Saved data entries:
::::

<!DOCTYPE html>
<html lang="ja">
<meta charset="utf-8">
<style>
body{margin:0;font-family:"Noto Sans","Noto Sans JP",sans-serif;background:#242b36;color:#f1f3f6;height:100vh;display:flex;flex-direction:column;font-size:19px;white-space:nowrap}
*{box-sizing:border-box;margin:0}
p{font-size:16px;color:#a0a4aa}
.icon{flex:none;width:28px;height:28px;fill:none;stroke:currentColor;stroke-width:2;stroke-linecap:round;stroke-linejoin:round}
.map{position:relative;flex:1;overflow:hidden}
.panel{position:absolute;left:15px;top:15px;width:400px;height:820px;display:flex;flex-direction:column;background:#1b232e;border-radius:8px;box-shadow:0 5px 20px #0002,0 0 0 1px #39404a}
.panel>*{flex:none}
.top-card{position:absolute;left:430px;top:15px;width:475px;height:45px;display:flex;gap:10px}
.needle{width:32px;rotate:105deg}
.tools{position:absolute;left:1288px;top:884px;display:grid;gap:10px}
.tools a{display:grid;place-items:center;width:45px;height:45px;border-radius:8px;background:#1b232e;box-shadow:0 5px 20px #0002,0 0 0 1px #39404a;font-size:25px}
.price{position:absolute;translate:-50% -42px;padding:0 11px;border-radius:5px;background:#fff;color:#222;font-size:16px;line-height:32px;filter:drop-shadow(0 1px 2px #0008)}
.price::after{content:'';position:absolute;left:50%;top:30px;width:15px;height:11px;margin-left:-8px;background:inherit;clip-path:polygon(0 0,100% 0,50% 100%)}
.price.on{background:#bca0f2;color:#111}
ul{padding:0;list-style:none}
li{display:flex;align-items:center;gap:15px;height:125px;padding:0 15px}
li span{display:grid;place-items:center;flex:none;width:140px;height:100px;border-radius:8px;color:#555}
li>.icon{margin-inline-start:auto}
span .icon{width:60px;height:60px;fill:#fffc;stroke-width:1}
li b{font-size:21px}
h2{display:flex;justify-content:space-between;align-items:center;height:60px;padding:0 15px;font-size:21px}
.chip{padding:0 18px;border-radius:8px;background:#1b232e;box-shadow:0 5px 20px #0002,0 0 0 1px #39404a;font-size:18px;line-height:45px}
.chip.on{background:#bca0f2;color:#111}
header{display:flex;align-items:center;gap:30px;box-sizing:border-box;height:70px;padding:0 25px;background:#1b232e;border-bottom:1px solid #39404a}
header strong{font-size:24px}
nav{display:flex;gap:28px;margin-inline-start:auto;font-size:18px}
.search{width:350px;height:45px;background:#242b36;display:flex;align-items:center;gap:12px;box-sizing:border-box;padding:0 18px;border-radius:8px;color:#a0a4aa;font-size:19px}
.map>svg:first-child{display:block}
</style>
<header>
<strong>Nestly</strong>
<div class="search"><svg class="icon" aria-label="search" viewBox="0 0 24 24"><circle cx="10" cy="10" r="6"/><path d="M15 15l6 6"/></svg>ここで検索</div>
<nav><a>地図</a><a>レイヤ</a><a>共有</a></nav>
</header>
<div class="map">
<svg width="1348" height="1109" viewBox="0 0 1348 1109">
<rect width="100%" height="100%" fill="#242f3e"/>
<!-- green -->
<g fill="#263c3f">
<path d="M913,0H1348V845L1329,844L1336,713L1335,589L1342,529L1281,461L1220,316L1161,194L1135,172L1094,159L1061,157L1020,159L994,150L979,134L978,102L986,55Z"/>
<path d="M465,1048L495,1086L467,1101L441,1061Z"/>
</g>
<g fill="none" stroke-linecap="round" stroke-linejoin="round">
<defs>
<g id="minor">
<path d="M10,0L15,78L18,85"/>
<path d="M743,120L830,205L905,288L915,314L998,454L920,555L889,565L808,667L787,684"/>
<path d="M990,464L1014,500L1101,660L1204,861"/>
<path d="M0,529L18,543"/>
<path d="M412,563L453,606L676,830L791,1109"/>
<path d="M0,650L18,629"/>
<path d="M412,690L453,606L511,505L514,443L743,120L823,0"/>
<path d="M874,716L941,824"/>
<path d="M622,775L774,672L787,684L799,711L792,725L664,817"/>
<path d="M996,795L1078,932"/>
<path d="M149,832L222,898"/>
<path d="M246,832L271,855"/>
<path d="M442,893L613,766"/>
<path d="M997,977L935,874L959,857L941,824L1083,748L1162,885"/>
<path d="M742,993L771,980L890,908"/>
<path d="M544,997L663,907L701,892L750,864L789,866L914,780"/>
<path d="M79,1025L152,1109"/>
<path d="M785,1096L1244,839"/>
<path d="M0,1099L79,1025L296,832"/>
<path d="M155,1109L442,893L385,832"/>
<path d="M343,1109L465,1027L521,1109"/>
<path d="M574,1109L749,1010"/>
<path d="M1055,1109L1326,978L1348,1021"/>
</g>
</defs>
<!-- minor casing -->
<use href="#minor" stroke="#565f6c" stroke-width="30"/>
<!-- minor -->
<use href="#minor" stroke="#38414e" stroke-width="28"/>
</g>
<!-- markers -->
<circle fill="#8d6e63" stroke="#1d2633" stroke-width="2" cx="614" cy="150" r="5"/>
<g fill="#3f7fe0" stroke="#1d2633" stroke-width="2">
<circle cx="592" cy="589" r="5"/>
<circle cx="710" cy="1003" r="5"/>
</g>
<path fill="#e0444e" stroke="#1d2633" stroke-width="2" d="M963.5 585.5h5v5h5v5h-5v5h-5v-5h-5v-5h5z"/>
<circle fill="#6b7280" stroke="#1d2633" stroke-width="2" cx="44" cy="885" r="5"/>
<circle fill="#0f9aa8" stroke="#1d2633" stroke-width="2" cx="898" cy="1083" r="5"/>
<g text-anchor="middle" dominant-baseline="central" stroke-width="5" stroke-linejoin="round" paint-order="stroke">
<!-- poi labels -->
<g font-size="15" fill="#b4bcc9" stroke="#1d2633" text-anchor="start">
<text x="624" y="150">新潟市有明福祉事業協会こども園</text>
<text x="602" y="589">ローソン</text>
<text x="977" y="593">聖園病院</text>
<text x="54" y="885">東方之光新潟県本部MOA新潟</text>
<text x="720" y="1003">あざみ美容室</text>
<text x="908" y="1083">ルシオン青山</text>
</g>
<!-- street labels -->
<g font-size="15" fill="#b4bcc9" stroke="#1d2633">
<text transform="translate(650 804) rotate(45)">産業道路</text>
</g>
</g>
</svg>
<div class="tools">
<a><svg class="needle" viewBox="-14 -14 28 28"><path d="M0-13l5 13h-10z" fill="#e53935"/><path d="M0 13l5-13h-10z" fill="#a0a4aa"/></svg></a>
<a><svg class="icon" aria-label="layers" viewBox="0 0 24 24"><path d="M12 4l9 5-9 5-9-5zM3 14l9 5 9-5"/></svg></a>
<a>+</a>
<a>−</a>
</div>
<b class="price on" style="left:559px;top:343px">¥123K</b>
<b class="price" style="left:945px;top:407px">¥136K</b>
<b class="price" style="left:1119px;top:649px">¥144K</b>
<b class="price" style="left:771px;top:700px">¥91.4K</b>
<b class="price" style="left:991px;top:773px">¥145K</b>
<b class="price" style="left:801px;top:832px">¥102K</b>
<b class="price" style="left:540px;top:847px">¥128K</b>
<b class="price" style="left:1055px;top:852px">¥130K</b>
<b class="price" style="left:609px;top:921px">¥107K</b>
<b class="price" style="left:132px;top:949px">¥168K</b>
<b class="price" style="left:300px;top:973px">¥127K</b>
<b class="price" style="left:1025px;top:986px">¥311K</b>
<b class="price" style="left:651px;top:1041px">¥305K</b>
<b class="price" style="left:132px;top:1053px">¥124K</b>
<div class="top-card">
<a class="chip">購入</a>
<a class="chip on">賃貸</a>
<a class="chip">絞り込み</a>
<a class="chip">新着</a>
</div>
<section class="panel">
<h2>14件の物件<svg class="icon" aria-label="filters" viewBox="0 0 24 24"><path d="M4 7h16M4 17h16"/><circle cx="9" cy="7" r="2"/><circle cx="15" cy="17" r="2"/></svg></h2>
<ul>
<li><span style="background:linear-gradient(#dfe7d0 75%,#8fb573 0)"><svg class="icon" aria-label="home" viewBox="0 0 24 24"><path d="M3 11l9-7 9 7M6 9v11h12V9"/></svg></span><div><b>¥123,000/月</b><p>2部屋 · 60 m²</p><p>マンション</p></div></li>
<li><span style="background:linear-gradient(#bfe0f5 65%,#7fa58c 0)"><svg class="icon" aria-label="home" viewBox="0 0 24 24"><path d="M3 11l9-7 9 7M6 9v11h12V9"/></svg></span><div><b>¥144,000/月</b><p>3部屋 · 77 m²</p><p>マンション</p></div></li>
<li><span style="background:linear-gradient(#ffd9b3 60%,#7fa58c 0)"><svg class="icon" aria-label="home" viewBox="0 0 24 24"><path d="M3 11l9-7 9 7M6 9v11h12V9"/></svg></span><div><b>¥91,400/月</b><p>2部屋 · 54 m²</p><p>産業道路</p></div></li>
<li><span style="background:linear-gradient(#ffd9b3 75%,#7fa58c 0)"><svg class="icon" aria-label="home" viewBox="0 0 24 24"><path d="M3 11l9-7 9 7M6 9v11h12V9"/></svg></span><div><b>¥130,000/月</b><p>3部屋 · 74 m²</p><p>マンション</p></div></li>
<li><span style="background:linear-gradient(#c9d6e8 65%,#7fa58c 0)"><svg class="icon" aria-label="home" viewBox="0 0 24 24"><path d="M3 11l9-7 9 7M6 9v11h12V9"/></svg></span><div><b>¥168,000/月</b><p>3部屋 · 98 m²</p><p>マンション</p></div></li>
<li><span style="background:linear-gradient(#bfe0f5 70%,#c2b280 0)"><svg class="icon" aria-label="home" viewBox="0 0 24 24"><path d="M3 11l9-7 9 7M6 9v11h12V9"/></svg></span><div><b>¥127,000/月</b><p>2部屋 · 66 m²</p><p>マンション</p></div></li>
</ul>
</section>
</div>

::::

Prompt: Where does the string "tools" appear in the records above? Show every line that holds it.

Answer to this exercise:
.tools{position:absolute;left:1288px;top:884px;display:grid;gap:10px}
.tools a{display:grid;place-items:center;width:45px;height:45px;border-radius:8px;background:#1b232e;box-shadow:0 5px 20px #0002,0 0 0 1px #39404a;font-size:25px}
<div class="tools">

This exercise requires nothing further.